● **What to do**: This exercise calls for the records to be returned exactly, with images removed.

** Opening Supplied records block **

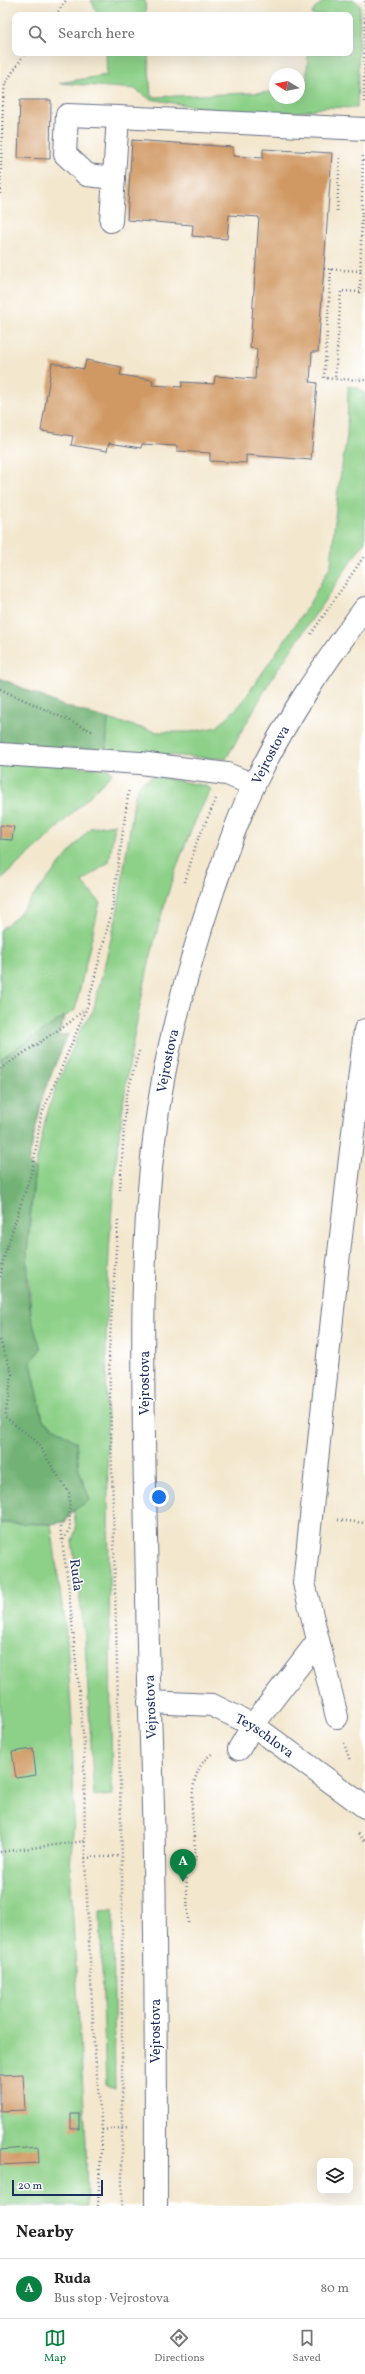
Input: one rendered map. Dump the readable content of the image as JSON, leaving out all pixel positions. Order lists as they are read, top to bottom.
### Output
{
  "streets": {
    "street": ["Vejrostova", "Teyschlova"],
    "path": ["Ruda"]
  },
  "crossings": [
    ["Vejrostova", "Teyschlova"]
  ],
  "scale_bar": "20 m",
  "north": "left",
  "page": {
    "search": "Search here",
    "pins": "A",
    "scale": "20 m",
    "heading": "Nearby",
    "list": [
      {
        "mark": "A",
        "name": "Ruda",
        "note": "Bus stop · Vejrostova",
        "value": "80 m"
      }
    ],
    "nav": ["Map", "Directions", "Saved"]
  }
}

** Closing Supplied records block **

● **Task answer**:
Input: one rendered map. Dump the readable content of the image as JSON, leaving out all pixel positions. Order lists as they are read, top to bottom.
### Output
{
  "streets": {
    "street": ["Vejrostova", "Teyschlova"],
    "path": ["Ruda"]
  },
  "crossings": [
    ["Vejrostova", "Teyschlova"]
  ],
  "scale_bar": "20 m",
  "north": "left",
  "page": {
    "search": "Search here",
    "pins": "A",
    "scale": "20 m",
    "heading": "Nearby",
    "list": [
      {
        "mark": "A",
        "name": "Ruda",
        "note": "Bus stop · Vejrostova",
        "value": "80 m"
      }
    ],
    "nav": ["Map", "Directions", "Saved"]
  }
}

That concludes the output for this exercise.